Veterans Voices of Canada will be making veteran’s stories available at a micro museum in Sylvan Lake scheduled to open on April 1.
Al Cameron, Veterans Voices founder, said the Veterans Voices of Canada History Interest and Learning Centre, located at 202-5015 50th St., is still a work in progress, but it will be open ready or not.
“There’s going to be some amazing things in here right off the top to see,” Cameron said.
“It’s not a big space, about 2,000 square feet. But it’s going to be a packed full of history space.”
The centre will make available some of the over 2,000 on-camera interviews with veterans that Cameron has done over the years, as well as artifacts from those veterans on display.
“A good majority of the artifacts here have a story attached to it, a person attached to it, and that’s what I want to focus on, the individuals.

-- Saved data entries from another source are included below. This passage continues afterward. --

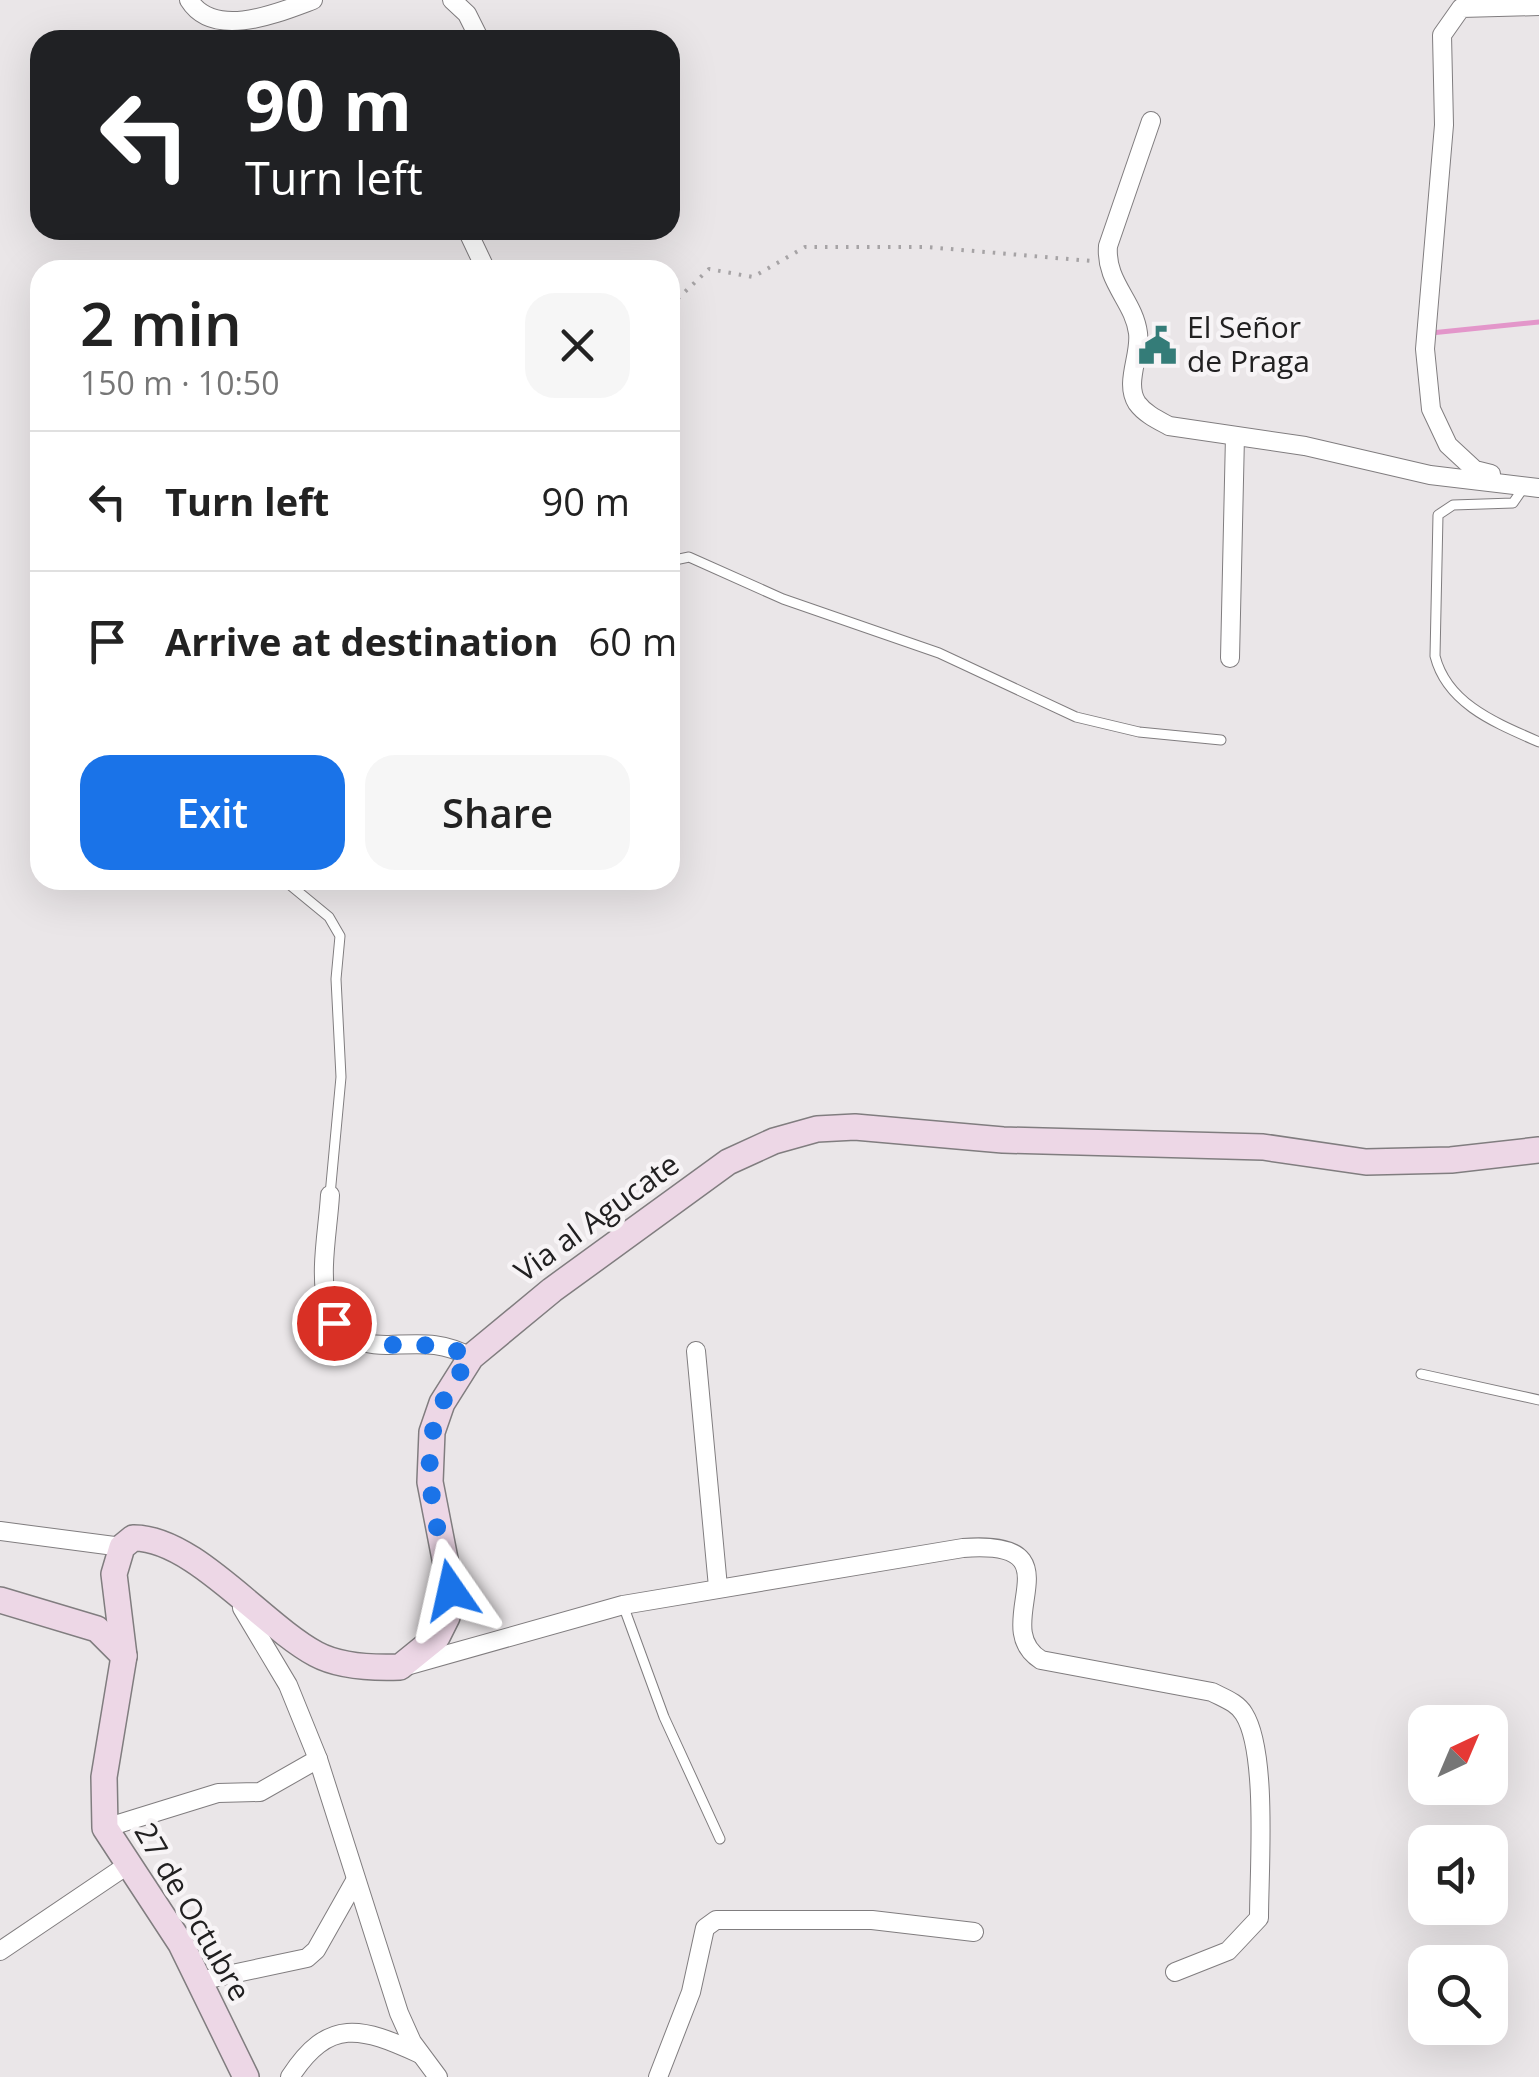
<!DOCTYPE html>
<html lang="en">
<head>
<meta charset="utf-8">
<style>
	:root { --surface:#fff; --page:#f6f6f6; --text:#222; --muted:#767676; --line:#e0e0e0; --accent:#1a73e8 }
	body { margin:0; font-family:"Open Sans",sans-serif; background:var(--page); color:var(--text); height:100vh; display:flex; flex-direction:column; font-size:38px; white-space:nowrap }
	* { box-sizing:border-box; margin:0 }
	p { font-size:32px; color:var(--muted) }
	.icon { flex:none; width:55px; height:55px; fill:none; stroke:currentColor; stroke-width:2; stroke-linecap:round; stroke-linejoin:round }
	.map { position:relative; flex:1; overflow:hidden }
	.drawer { position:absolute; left:30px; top:260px; width:650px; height:630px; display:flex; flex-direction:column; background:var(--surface); border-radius:30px; box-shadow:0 10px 40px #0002 }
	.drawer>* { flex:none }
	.banner { position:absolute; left:30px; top:30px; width:650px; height:210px; border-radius:30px; box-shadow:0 10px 40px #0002; background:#202124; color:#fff; overflow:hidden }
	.needle { width:65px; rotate:44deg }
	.fabs { position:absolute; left:1408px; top:1705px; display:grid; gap:20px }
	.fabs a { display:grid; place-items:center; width:100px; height:100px; border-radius:20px; background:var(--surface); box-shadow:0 10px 40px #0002; font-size:50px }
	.pin { position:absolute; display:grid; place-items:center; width:85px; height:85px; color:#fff; margin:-42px; border:5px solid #fff; border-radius:50%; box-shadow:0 2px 10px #0007 }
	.me { position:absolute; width:110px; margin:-55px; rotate:349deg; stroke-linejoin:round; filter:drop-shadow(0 0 8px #0008) }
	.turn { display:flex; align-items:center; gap:35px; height:210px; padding:0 50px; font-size:45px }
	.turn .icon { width:130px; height:130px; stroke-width:2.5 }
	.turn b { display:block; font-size:70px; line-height:85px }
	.round { display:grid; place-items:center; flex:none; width:105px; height:105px; border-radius:30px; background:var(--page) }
	.headline { display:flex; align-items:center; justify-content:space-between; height:170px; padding:0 50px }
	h1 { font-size:60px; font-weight:600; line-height:75px }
	.button { display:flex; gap:20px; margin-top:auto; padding:20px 50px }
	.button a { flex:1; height:115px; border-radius:30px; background:var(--accent); color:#fff; font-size:40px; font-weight:600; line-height:115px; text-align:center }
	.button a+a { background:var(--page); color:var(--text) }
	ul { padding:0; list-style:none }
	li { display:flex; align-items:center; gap:30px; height:140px; padding:0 50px; border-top:2px solid var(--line) }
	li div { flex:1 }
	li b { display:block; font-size:38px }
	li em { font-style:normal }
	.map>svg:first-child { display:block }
</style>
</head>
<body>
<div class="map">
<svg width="1539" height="2077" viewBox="0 0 1539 2077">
	<rect width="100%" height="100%" fill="#eae6e8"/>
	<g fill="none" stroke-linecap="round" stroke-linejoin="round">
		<path stroke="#e396ca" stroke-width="5" d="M1431,333L1539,322"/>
		<defs>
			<g id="lane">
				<path d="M1524,487L1513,503L1453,505L1438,515L1435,656C1447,704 1496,723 1539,742"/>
				<path d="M670,561L689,557L783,599L939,653L1076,717L1139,732L1221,740"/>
				<path d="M284,880L329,917L340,936L336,979L341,1077L330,1195"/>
				<path d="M1421,1374L1539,1400"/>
				<path d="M623,1605L664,1717L720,1839"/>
			</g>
			<g id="street">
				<path d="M189,0C214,40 278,13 313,0"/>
				<path d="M452,0L467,14L480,40"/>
				<path d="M1151,121L1108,246C1105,282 1134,301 1138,333C1141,355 1124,383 1137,403C1145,414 1158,420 1169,426L1305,446L1430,475L1539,488"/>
				<path d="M467,230L486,270"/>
				<path d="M1491,474L1475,470L1448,445L1431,409L1425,349L1444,125L1442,35L1461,8L1539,6"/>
				<path d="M1230,658L1235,436"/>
				<path d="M330,1195C327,1252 300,1347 389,1345C421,1344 441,1341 471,1357"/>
				<path d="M696,1351L718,1587"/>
				<path d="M0,1531L122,1547"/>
				<path d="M242,1608L288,1685L318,1759L399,2013L412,2042L438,2077"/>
				<path d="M406,1666L623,1605L963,1548C1084,1539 985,1625 1041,1660L1212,1692C1223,1698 1237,1702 1244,1714C1268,1752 1259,1870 1259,1918L1228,1951L1175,1972"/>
				<path d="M105,1828L218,1793L260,1792L318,1759"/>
				<path d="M0,1951L126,1866"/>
				<path d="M199,1981L307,1958L316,1950L355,1881"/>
				<path d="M290,2077C329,2017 361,2027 420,2054"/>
				<path d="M658,2077L691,1992L705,1928L716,1920H872L974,1932"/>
			</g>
			<g id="secondary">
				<path d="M0,1600L97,1629L124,1656"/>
				<path d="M246,2077L181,1944L105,1828L104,1777L124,1656L114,1574L122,1547L133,1538C193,1537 262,1625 316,1654C340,1667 374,1668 400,1667L437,1637L447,1617L451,1590L430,1482L432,1432L442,1403L471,1357L552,1290L728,1162L774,1141L817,1129L855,1127L1003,1140L1263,1147L1366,1162L1451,1160L1539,1150"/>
			</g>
		</defs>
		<use href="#lane" stroke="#807d7f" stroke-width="11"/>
		<use href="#street" stroke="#807d7f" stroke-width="20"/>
		<use href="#secondary" stroke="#807d7f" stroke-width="28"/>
		<path stroke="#a6a3a5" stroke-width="4" stroke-dasharray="2.5 8" stroke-linecap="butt" d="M670,306L709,269L753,277L805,247H926L1092,261"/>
		<use href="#lane" stroke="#fff" stroke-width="9"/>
		<use href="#street" stroke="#fff" stroke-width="18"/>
		<use href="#secondary" stroke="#edd7e6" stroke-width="25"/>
	</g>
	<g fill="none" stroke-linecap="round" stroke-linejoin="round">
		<path stroke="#1a73e8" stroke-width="18" stroke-dasharray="0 32.4" d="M334,1323C371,1363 422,1330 470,1357C461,1372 449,1388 442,1404C415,1462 439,1531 451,1590"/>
	</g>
	<defs>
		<symbol id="civic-bare" viewBox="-9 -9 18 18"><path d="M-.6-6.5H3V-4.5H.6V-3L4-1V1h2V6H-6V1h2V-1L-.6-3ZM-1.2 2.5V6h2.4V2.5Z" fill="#347c78" stroke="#f7f4f6" stroke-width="2.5" paint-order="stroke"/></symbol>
	</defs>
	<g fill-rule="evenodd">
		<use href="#civic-bare" x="1130" y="318" width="55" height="55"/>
	</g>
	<g text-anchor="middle" stroke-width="9" stroke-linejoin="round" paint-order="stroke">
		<g font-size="30" fill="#212021" stroke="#f7f4f6" text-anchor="start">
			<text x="1187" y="338">El Señor<tspan x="1187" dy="34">de Praga</tspan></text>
		</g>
		<g font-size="30" fill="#212021" stroke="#f7f4f6">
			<text transform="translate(597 1218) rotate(-36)" y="10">Via al Agucate</text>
			<text transform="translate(192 1912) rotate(60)" y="10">27 de Octubre</text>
		</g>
	</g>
</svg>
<div class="fabs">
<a><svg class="needle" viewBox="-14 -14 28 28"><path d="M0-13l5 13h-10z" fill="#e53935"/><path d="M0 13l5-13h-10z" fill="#767676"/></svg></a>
<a><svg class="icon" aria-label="sound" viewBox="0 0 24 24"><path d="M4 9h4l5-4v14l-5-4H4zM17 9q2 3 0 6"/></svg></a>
<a><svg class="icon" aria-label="search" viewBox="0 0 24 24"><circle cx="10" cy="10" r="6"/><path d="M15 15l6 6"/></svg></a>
</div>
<div class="pin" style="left:334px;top:1323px;background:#d93025"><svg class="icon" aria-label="arrive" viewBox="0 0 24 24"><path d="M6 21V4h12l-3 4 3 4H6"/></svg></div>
<svg class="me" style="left:451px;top:1590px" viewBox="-20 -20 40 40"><path d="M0-17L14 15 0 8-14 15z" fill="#1a73e8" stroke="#fff" stroke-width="4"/></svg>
<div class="banner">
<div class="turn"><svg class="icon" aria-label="left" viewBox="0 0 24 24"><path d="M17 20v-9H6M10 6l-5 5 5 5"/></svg><div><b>90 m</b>Turn left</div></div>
</div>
<section class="drawer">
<div class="headline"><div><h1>2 min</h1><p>150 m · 10:50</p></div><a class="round"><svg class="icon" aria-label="close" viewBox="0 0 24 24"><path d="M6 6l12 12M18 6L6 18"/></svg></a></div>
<ul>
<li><svg class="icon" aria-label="left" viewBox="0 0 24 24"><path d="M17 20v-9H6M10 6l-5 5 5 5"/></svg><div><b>Turn left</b></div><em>90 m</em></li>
<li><svg class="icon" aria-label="arrive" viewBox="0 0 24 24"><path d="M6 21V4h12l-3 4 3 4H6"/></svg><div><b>Arrive at destination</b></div><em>60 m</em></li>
</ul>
<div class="button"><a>Exit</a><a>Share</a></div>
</section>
</div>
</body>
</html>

“We will have some in-your-face true history and artifacts here. There’s not going to be censorship here. It’s going to be exactly what history was. That’s what I like about what we’re doing here.”
He said there’s also a plan to bring in history and military speakers, and tours will be available for schools, community groups, and anyone else who wants to learn about Canada’s military history.
A local high school is building displays for the museum, and community businesses are donating building materials, Cameron said.
“It’s going to be an amazing community initiative.”
Cameron has been collecting veterans’ stories for two decades. Most of them served in the 1939-45 war. But a new project, called The 158, has also been underway to interview 158 Canadian servicemen and women who served in Afghanistan to honour the lives of those who died in the war.
Each year, Veterans Voices has organized flag ceremonies with 128 flags representing Canada’s 128,000 wartime killed and missing. The first ceremony was held in Sylvan Lake in 2014 and it has now spread to communities across Canada.